Drohendes AbwahlverfahrenBergneustädter Stadtrat rügt Bürgermeister Holberg
- Der Bergneustädter Bürgermeister sieht sich wegen seines Verhaltens im Zusammenhang mit der versäumten Abrechnung der Wiedeneststraße massiver Kritik ausgesetzt.
- Am Mittwochabend war der Krawinkelsaal voll, als CDU-Fraktionschef Reinhard Schulte einen gemeinsamen Antrag von CDU, SPD, FDP und Grünen als „kleinsten gemeinsamen Nenner“ verlas.
Bergneustadt – Einstimmig hat der Bergneustädter Stadtrat am Mittwochabend Bürgermeister Wilfried Holberg für sein Verhalten im Zusammenhang mit der versäumten Abrechnung der Wiedeneststraße gerügt. Die Missbilligung bezog sich dabei nicht auf den Fehler selbst, sondern auf die falsche Antwort der Verwaltung, als sie vor zwei Jahren nach der Gefahr einer Verjährung der Straßenbauabrechnung gefragt worden war.
Das Vertrauen des Rats in die Verwaltung ist aktuell deutlich angeschlagen. Von den weiteren Überprüfungen und vor allem von der Stellungnahme der Kommunalaufsicht wird es abhängen, ob der Rat noch ein Abwahlverfahren gegen Holberg einleitet. Dem Rat wurde am Abend die Prozedur dafür schon mal erklärt.
Forderungskatalog mit Maßnahmen
Holberg selbst räumt den Fehler nach wie vor ein, weist aber alle Vorwürfe mangelnder Transparenz im Umgang mit der Affäre zurück.
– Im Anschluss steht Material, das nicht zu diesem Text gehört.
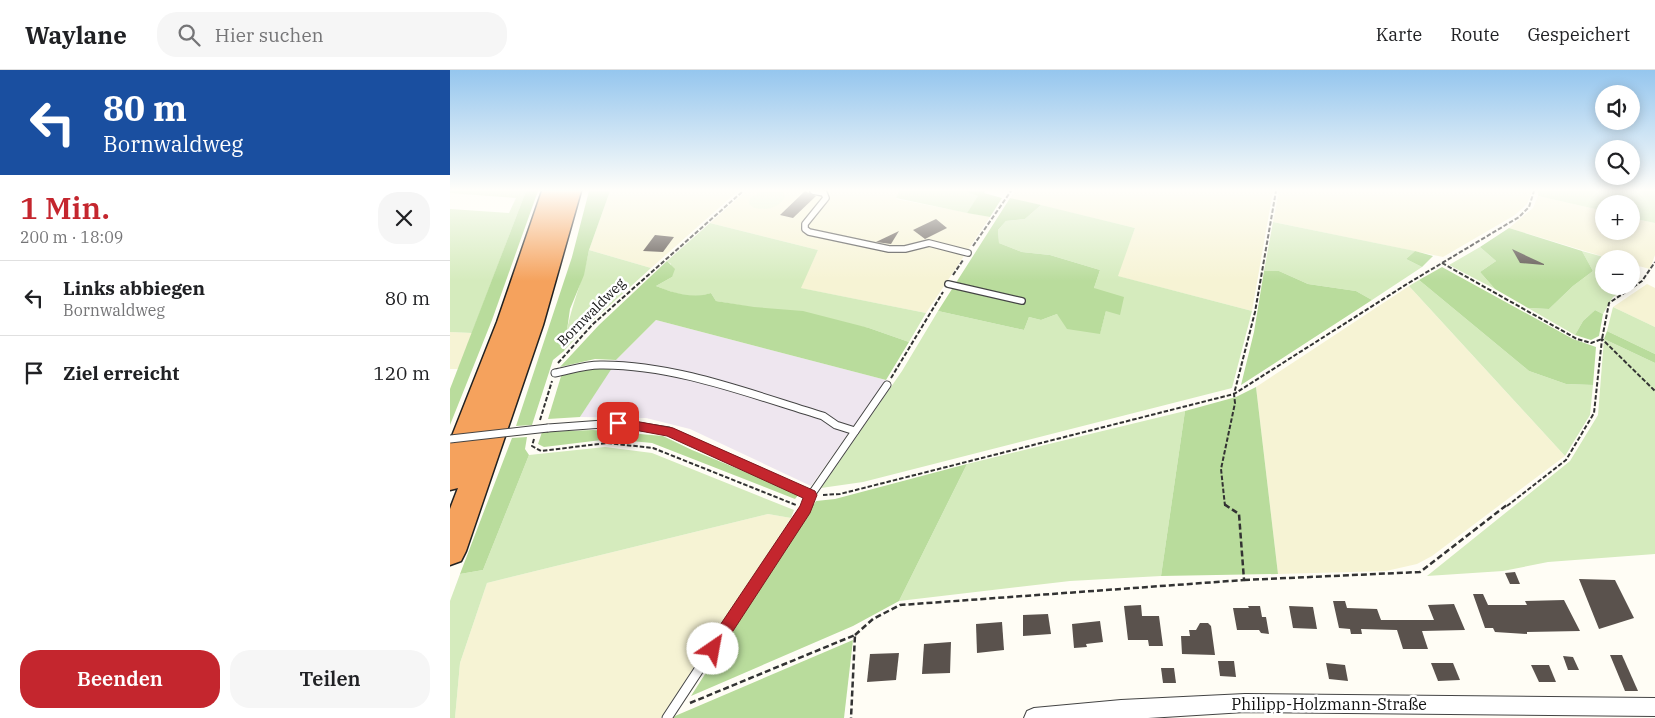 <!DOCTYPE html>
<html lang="de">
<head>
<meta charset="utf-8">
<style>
  body { margin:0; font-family:"IBM Plex Serif",serif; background:#f6f6f6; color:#202124; height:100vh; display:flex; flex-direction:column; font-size:19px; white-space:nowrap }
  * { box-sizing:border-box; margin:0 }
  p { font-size:16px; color:#757577 }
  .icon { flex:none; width:28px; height:28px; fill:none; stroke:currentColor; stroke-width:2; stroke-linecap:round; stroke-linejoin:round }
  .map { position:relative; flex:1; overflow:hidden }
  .details { display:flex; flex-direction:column; background:#fff; width:450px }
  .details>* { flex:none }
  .banner { background:#1a4fa0; color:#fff; overflow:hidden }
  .controls { position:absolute; left:1145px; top:15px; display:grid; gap:10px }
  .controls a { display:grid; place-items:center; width:45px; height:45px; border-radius:50%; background:#fff; box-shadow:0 2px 12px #0003; font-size:25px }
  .pin { position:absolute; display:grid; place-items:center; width:42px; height:42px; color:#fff; margin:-21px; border-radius:10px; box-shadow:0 2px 8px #0006 }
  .me { position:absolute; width:55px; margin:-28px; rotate:33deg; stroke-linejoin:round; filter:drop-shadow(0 0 4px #0008) }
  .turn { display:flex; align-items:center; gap:18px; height:105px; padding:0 20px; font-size:22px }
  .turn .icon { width:65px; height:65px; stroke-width:2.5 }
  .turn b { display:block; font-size:35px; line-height:42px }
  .round { display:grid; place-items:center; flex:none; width:52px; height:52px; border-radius:20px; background:#f6f6f6 }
  .overview { display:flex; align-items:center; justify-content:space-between; height:85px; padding:0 20px }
  h1 { font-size:30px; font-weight:600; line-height:38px; color:#c4262e }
  .button { display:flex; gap:10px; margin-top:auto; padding:10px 20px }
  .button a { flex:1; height:58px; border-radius:20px; background:#c4262e; color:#fff; font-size:20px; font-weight:600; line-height:58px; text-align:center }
  .button a+a { background:#f6f6f6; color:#202124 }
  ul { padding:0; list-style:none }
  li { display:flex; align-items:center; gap:15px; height:75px; padding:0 20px; border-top:1px solid #e0e0e0 }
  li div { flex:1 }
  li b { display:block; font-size:19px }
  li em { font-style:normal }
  header { display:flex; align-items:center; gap:30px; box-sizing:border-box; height:70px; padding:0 25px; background:#fff; border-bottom:1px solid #e0e0e0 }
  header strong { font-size:24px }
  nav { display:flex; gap:28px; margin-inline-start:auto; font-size:18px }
  .search { width:350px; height:45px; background:#f6f6f6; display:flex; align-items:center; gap:12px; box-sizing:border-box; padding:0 18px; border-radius:20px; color:#757577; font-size:19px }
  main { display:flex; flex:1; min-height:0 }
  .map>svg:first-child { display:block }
  .industrial { fill:#eee6ef }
  .farmland { fill:#f6f3d4 }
  .green { fill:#d5ebbd }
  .forest { fill:#b9dc9c }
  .pitch { fill:#e6f2cf }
  .building { fill:#5a524d }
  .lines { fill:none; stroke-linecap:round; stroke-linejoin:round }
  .lane-far2-casing { stroke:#444; stroke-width:8 }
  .lane-far1-casing { stroke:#444; stroke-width:9 }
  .lane-casing { stroke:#444; stroke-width:11 }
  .street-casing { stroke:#444; stroke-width:2 }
  .highway-casing { stroke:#222; stroke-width:3 }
  .path-far1 { stroke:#333; stroke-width:2; stroke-dasharray:4.5 2; stroke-linecap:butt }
  .path { stroke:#333; stroke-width:2.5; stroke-dasharray:6 3; stroke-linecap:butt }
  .lane-far2 { stroke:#fff; stroke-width:5.5 }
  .lane-far1 { stroke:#fff; stroke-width:7 }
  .lane { stroke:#fff; stroke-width:9 }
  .street { fill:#fff; fill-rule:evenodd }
  .highway { fill:#f5a25d; fill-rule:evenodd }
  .lane-bridge-casing { stroke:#444; stroke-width:9; stroke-linecap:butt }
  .lane-bridge { stroke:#fff; stroke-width:7 }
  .route { fill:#c4262e; stroke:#7f191e }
  .labels { text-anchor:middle; stroke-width:5; stroke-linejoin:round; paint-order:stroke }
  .street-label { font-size:14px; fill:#111; stroke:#fff }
  .near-street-label { font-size:16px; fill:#111; stroke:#fff }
</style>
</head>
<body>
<header>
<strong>Waylane</strong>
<div class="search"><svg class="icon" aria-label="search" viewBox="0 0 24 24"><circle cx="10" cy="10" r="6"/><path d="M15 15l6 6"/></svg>Hier suchen</div>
<nav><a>Karte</a><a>Route</a><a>Gespeichert</a></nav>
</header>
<main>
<section class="details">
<div class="banner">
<div class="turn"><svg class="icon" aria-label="left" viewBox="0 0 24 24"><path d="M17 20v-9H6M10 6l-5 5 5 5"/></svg><div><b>80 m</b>Bornwaldweg</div></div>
</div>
<div class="overview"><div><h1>1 Min.</h1><p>200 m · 18:09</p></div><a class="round"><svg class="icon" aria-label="close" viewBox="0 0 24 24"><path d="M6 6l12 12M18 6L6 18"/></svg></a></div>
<ul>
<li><svg class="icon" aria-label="left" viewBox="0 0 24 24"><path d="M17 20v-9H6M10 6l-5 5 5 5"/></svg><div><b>Links abbiegen</b><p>Bornwaldweg</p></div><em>80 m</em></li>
<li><svg class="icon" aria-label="arrive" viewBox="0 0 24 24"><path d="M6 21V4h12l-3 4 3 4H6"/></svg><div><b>Ziel erreicht</b></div><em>120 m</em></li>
</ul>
<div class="button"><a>Beenden</a><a>Teilen</a></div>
</section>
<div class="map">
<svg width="1205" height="648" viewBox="0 0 1205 648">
  <rect width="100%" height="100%" fill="#fffdf5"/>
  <path class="industrial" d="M206 250 436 310 361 416 240 359 196 348 130 347 166 290Z"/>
  <g class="farmland">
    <path d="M160 121H288L201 198 139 180Z"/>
    <path d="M296 121H449L446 129 540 147 476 243 350 218 368 180 260 153Z"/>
    <path d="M565 121H823L802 241 667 206 685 158 560 128Z"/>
    <path d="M829 121H1081V125L1077 134 1065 145 993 187 823 152Z"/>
    <path d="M1088 126 1154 141V161H1181V148L1205 153V185L1200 199 1181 194V189H1161L1059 158 1083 138Z"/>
    <path d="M1197 214 1205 218V257L1163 237Z"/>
    <path d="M959 216 1115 386 982 486 967 494 936 501 828 504 806 317Z"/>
    <path d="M0 262 22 263 9 299H0Z"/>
    <path d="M318 444 341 448 211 648H5L10 593 37 513Z"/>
  </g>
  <g class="green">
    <path d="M0 121H76L22 263 0 262V139L59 143 66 128 0 123Z"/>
    <path d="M449 121H514L529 126 517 143 446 128Z"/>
    <path d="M1088 121H1205V153L1181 148V134H1154V141L1088 126Z"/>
    <path d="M591 135 685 158 668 206 802 241 782 318 413 412 371 418 452 301 488 241 574 260 579 247 591 250 607 244 650 263 656 241 644 218 650 200 600 185 572 182 549 173 548 160 556 151 575 149Z"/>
    <path d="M823 152 965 181 956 189 972 197 922 230 906 221 858 214 829 201H814Z"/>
    <path d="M260 153 368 180 351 218 476 243 459 272 419 258 266 231 261 223C242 230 223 223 206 216L222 207 221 194 217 191Z"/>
    <path d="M1030 177 1046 191 1030 202 1045 219 999 195Z"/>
    <path d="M139 180 201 198 138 255 114 281C117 243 132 216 139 180Z"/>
    <path d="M1132 181 1161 189H1154V216H1180L1163 227 1153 244 1145 240 1133 251 1125 265 1078 238 1099 239 1123 216 1143 201Z"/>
    <path d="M969 210 1079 301 1116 314 1143 315 1140 345 1115 386 959 216Z"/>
    <path d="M1163 237 1205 257V284L1157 261Z"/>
    <path d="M1154 269 1205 293V484L1098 492 1053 501 977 506 1120 391 1148 345Z"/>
    <path d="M735 341 711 506 620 511 449 531 517 394Z"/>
    <path d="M155 377 202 383 344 440 341 448 318 444 37 513 10 593 5 648H0V531L10 504 33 500 79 385Z"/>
  </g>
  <g class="forest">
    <path d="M76 121H88L42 250 0 355V319Z"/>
    <path d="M139 121H160L139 180 134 205 120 239 114 281 103 290 82 355 66 356 122 187Z"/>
    <path d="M514 121H535L534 123 552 128 540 147 517 143 528 126Z"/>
    <path d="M560 128 591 135 575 149 556 151 548 160 549 173 572 182 600 185 650 200 644 218 674 227 670 245 656 241 650 264 617 259 607 244 591 250 579 247 574 260 488 241Z"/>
    <path d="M1059 158 1132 181 1143 201 1123 216 1099 239 1078 238 1045 219 1030 202 1046 191 1030 177Z"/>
    <path d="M965 181 983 186 972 197 956 189Z"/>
    <path d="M217 191 225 199 222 207 206 216C223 223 243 229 261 223L266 231 304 237 353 241 419 258 459 272 436 310 206 250 166 290 145 289 110 297 149 255Z"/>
    <path d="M992 197 1123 269 1146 277 1143 315 1116 314 1079 301 969 210Z"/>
    <path d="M814 201H829L858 214 906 221 922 230 791 315 804 262Z"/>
    <path d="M1145 240 1153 244 1149 266 1141 270 1125 265 1133 251Z"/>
    <path d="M1157 261 1205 284V293L1154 269Z"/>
    <path d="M151 296 162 298 130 347 98 349 112 303Z"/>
    <path d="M806 317 828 504 711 506 735 341 786 327Z"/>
    <path d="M143 360 213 366 242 380 349 424 345 429 202 373 160 369 94 377 88 374 92 362Z"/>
    <path d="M77 367 75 379 79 385 33 500 10 504 62 368Z"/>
    <path d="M517 394 449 531 403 556 241 626 366 431 385 429Z"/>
    <path d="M403 570 394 648H223L225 646Z"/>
  </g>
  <path class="pitch" d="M313 121 333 122 335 127C328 139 317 140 304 138L299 134 300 128Z"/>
  <g class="building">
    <path d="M355 121 366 126 343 148 330 145Z"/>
    <path d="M486 149 497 158 475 169 463 160Z"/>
    <path d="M449 161 441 174 426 172Z"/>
    <path d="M205 165 224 167 213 182 193 181Z"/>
    <path d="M1062 179 1094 194V195L1070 193Z"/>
    <path d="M1065 502 1070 514H1060L1055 503Z"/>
    <path d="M1129 509 1165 510 1184 548 1149 559Z"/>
    <path d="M1023 524H1033L1038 535H1077L1075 531 1114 530 1130 561 1077 562V564L1045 562 1043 558H1035Z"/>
    <path d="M883 531H895L897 538 927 539 931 550H984L978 535 1004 534 1015 560 972 561 978 579H953L947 560 911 559 912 564H901L900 559 889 558Z"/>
    <path d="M691 535 692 546H709L713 576H699L698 570H678L674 536Z"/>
    <path d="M798 536H810L812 547H816L819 564 811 563 809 560H787L783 538H799Z"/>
    <path d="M839 536 863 537 867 559 843 558Z"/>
    <path d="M598 544 601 564 573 566V545Z"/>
    <path d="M650 551 653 572 636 574 637 577 624 578 622 554Z"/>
    <path d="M552 552 554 580 527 583 526 554Z"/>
    <path d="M750 553H758L761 556 765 585 732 584 731 566H740L739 560H746Z"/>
    <path d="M501 572 500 603 472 604 474 574Z"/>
    <path d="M449 583 446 610 417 612 420 584Z"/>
    <path d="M1160 585H1172L1188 621H1175Z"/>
    <path d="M1113 586 1123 587 1129 600H1118Z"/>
    <path d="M768 591H784L786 607 770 606Z"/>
    <path d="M876 593 895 595 898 611 879 609Z"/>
    <path d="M981 593H1003L1010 610 988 611Z"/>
    <path d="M1081 595H1099L1106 612H1089Z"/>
    <path d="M711 598H724L726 613H713Z"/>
  </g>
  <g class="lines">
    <g class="lane-far2-casing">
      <g id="lane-far2">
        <path d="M363 121 374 123 376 128 355 154V159L359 162 439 179H455L479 173 518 183"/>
        <path d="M498 214 572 231"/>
      </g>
    </g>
    <g class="lane-far1-casing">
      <g id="lane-far1">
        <path d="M105 303C120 300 135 295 150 295 224 294 303 325 373 346L386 355 405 361"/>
        <path d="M98 358 167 353 219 361 361 425"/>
        <path d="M357 436 361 425 437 315"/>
      </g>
    </g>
    <g class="lane-casing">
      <path id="lane" d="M217 648 358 434"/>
    </g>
    <g class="street-casing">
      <path id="street" d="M795 624 1205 628V646L795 642 698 648H574L577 641 584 638 671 630Z"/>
    </g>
    <g class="highway-casing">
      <path id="highway" d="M92 121H131L93 255 16 481 11 491 0 495V439L8 418 0 420V371L47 252Z"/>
    </g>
    <g class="path-far1">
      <path d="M523 176 561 121"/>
      <path d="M992 193 1127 269 1141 273 1152 269 1159 233 1192 211 1205 192"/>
      <path d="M503 205 513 190"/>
      <path d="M108 293 142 255 293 121"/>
      <path d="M441 308 493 222"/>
      <path d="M90 350 102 311"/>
      <path d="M84 369 82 376 91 381 157 373 203 378 346 435"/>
      <path d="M373 425 390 424 784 324 957 214 1069 147 1079 137 1084 121"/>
      <path d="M775 436 771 399 785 333 784 324 805 242 826 121"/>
      <path d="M1057 436 1116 390 1144 343 1152 269 1205 321"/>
    </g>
    <g class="path">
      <path d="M794 510 970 502 1058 434"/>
      <path d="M405 565 423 549 450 535 794 510 789 444 774 434"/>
      <path d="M240 633 405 565 401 648"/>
    </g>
    <use href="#lane-far2" class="lane-far2"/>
    <use href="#lane-far1" class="lane-far1"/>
    <use href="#lane" class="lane"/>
    <use href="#street" class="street"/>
    <use href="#highway" class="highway"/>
    <g class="lane-bridge-casing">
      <path id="lane-bridge" d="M0 369 98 358"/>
    </g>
    <use href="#lane-bridge" class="lane-bridge"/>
  </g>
  <linearGradient id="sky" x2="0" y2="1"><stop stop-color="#95c6ee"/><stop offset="0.57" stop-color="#fffefa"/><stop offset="1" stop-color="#fffefa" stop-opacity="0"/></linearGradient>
  <rect width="1205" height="211" fill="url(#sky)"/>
  <path class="route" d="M168 348 223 358 365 421 367 425 360 443 268 584 263 586 258 584 255 579 258 573 350 436 353 428 217 366 163 356 162 353Z"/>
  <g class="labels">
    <g class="street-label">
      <text transform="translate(141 242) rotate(-45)" y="5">Bornwaldweg</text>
    </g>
    <g class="near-street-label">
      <text x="879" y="640">Philipp-Holzmann-Straße</text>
    </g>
  </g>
</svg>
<div class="controls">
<a><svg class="icon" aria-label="sound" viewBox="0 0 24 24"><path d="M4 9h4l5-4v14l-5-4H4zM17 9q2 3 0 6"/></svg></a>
<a><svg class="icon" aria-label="search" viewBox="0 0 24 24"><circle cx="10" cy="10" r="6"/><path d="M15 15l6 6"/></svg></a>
<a>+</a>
<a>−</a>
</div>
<div class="pin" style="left:168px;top:353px;background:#d93025"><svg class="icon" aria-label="arrive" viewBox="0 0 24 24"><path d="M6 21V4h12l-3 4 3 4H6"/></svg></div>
<svg class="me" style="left:263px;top:579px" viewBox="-20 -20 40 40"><circle r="19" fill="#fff"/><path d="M0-13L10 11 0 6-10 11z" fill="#c4262e"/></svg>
</div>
</main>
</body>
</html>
Die Ankündigung der politischen Aufarbeitung des Falls Wiedeneststraße hatte am Mittwochabend für volles Haus im Krawinkelsaal gesorgt, als CDU-Fraktionschef Reinhard Schulte einen gemeinsamen Antrag von CDU, SPD, FDP und Grünen als „kleinsten gemeinsamen Nenner“ (Schulte) verlas. Er enthielt einen Forderungskatalog an Maßnahmen, wie solche Versäumnisse künftig verhindert werden sollen, stellt aber auch die Frage nach der Missachtung von Dienstpflichten und Dienstanweisungen sowie einer Amtshaftung.
Abwahl
Zur Einleitung des Abwahlverfahrens bedarf es eines von mindestens der Hälfte der 32 Ratsmitglieder gestellten Antrags und eines anschließend mit einer Zweidrittelmehrheit gefassten Beschlusses. Über die eigentliche Abwahl entscheiden die Bürger. Die Abwahl erfolgt, wenn die Mehrheit von mindestens 20 Prozent der wahlberechtigten Bürger dafür stimmen.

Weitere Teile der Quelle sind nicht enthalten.